EXERCISE DATA Block Start

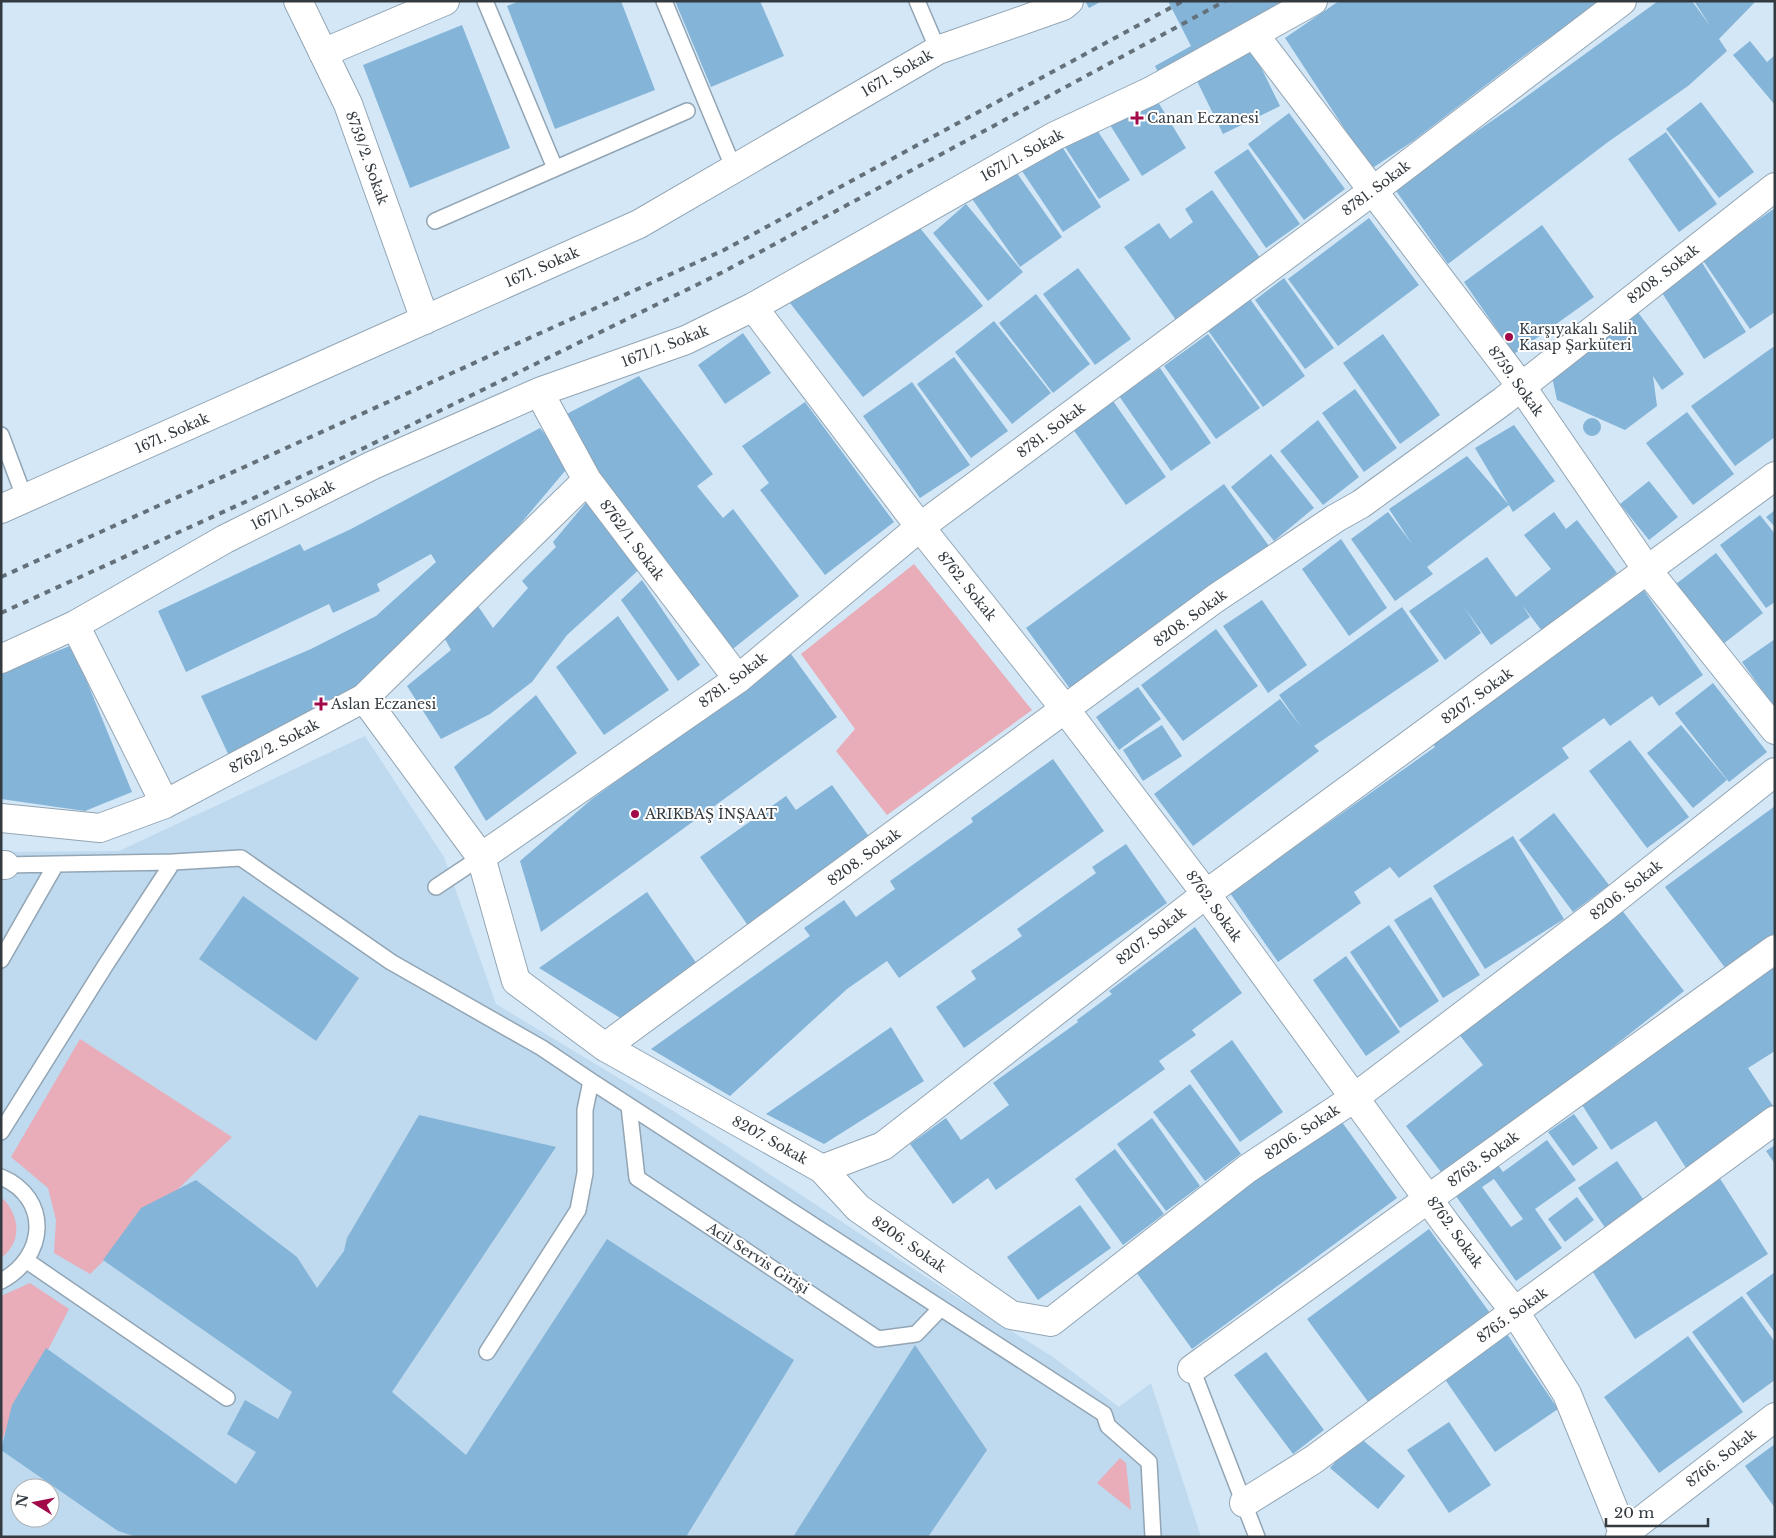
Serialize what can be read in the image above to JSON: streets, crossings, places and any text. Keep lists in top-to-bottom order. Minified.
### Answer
{"streets":{"street":["1671. Sokak","1671/1. Sokak","8759/2. Sokak","8781. Sokak","8208. Sokak","8759. Sokak","8762/1. Sokak","8762. Sokak","8207. Sokak","8762/2. Sokak","8206. Sokak","8763. Sokak","8765. Sokak","8766. Sokak"],"lane":["Acil Servis Girişi"]},"crossings":[["1671. Sokak","8759/2. Sokak"],["1671/1. Sokak","8759. Sokak"],["1671/1. Sokak","8762/1. Sokak"],["1671/1. Sokak","8762. Sokak"],["8781. Sokak","8759. Sokak"],["8781. Sokak","8762/1. Sokak"],["8781. Sokak","8762. Sokak"],["8781. Sokak","8207. Sokak"],["8208. Sokak","8759. Sokak"],["8208. Sokak","8762. Sokak"],["8208. Sokak","8207. Sokak"],["8759. Sokak","8207. Sokak"],["8762/1. Sokak","8762/2. Sokak"],["8762. Sokak","8207. Sokak"],["8762. Sokak","8206. Sokak"],["8762. Sokak","8763. Sokak"],["8762. Sokak","8765. Sokak"],["8762. Sokak","8766. Sokak"],["8207. Sokak","8206. Sokak"]],"places":{"health":["Canan Eczanesi","Aslan Eczanesi"],"other":["Karşıyakalı Salih Kasap Şarküteri","ARIKBAŞ İNŞAAT"]},"scale_bar":"20 m","north":"left"}
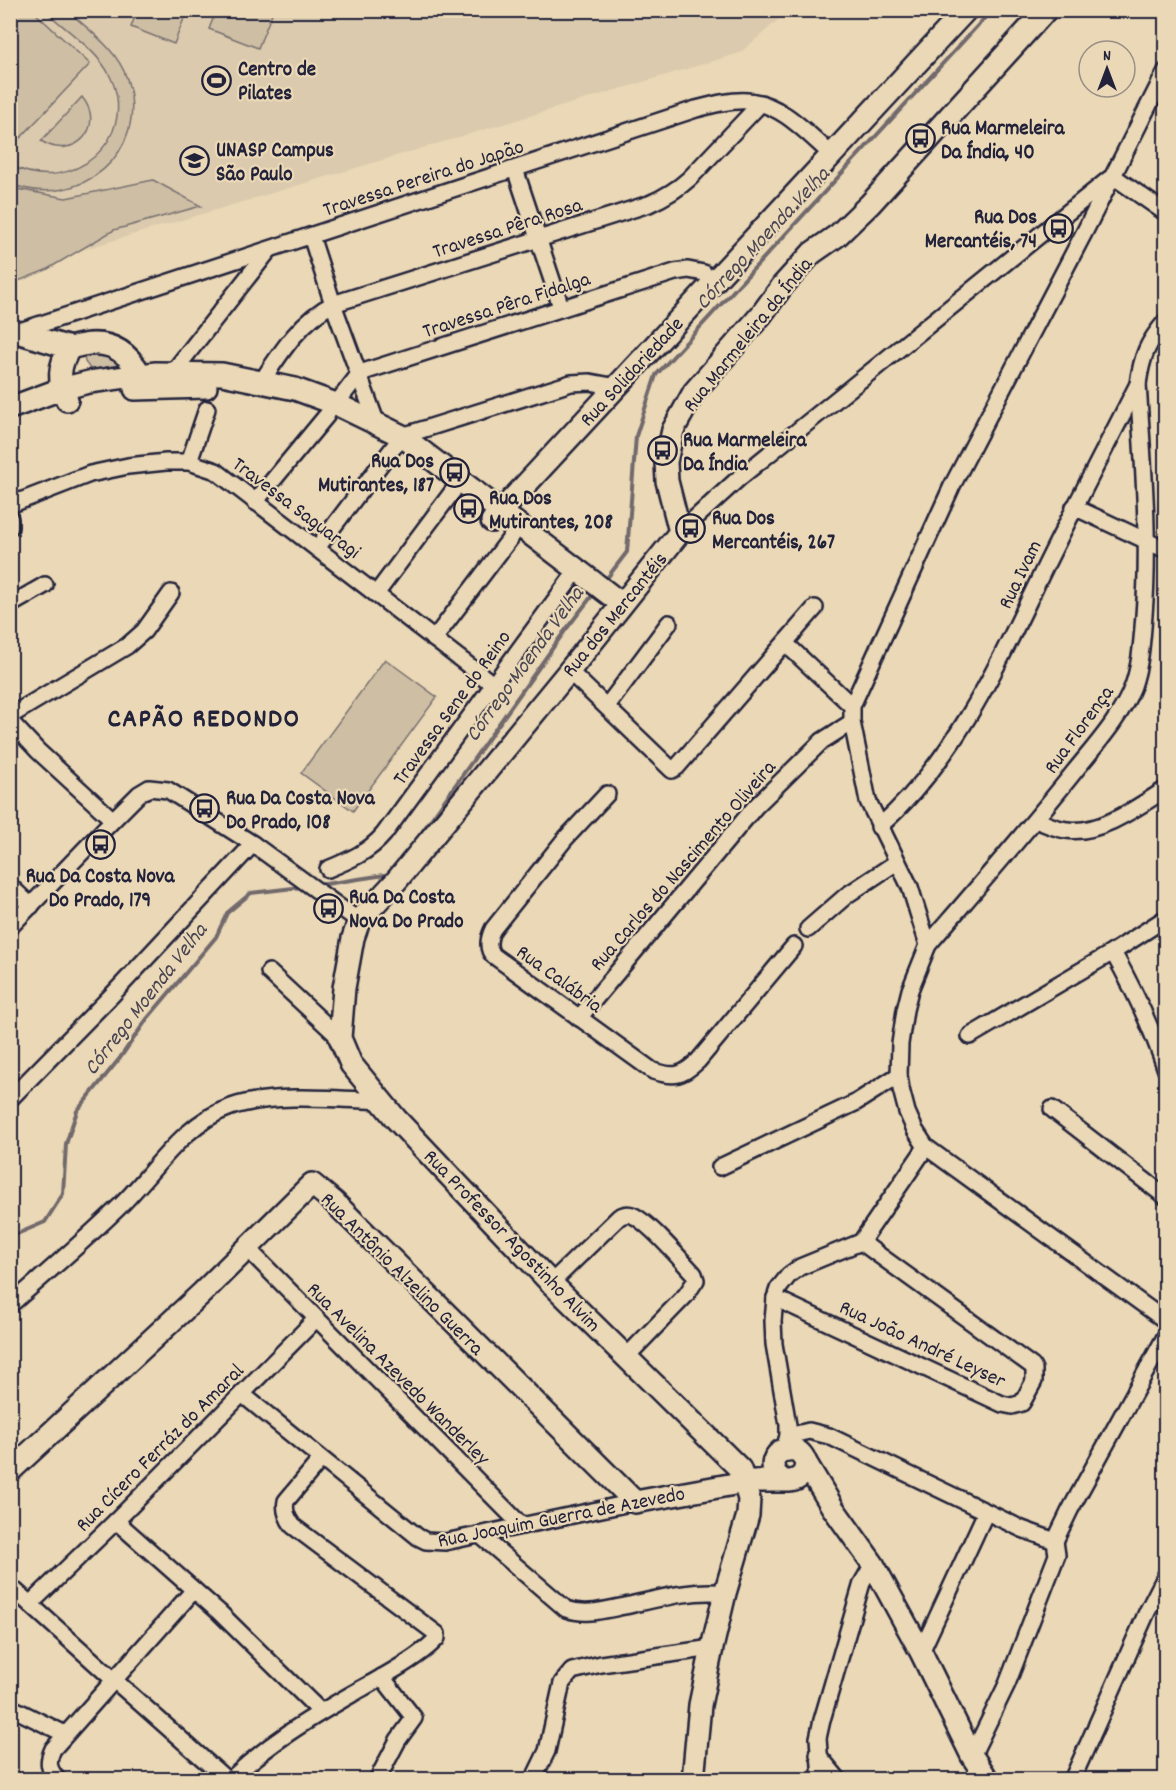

EXERCISE DATA Block End

INSTRUCTIONS FOR THE TASK:
Scan the material above for the string "streets" and return the lines that hold it.

YOUR RESPONSE:
Serialize what can be read in the image above to JSON: streets, crossings, places and any text. Keep lists in top-to-bottom order. Minified.
{"streets":{"street":["1671. Sokak","1671/1. Sokak","8759/2. Sokak","8781. Sokak","8208. Sokak","8759. Sokak","8762/1. Sokak","8762. Sokak","8207. Sokak","8762/2. Sokak","8206. Sokak","8763. Sokak","8765. Sokak","8766. Sokak"],"lane":["Acil Servis Girişi"]},"crossings":[["1671. Sokak","8759/2. Sokak"],["1671/1. Sokak","8759. Sokak"],["1671/1. Sokak","8762/1. Sokak"],["1671/1. Sokak","8762. Sokak"],["8781. Sokak","8759. Sokak"],["8781. Sokak","8762/1. Sokak"],["8781. Sokak","8762. Sokak"],["8781. Sokak","8207. Sokak"],["8208. Sokak","8759. Sokak"],["8208. Sokak","8762. Sokak"],["8208. Sokak","8207. Sokak"],["8759. Sokak","8207. Sokak"],["8762/1. Sokak","8762/2. Sokak"],["8762. Sokak","8207. Sokak"],["8762. Sokak","8206. Sokak"],["8762. Sokak","8763. Sokak"],["8762. Sokak","8765. Sokak"],["8762. Sokak","8766. Sokak"],["8207. Sokak","8206. Sokak"]],"places":{"health":["Canan Eczanesi","Aslan Eczanesi"],"other":["Karşıyakalı Salih Kasap Şarküteri","ARIKBAŞ İNŞAAT"]},"scale_bar":"20 m","north":"left"}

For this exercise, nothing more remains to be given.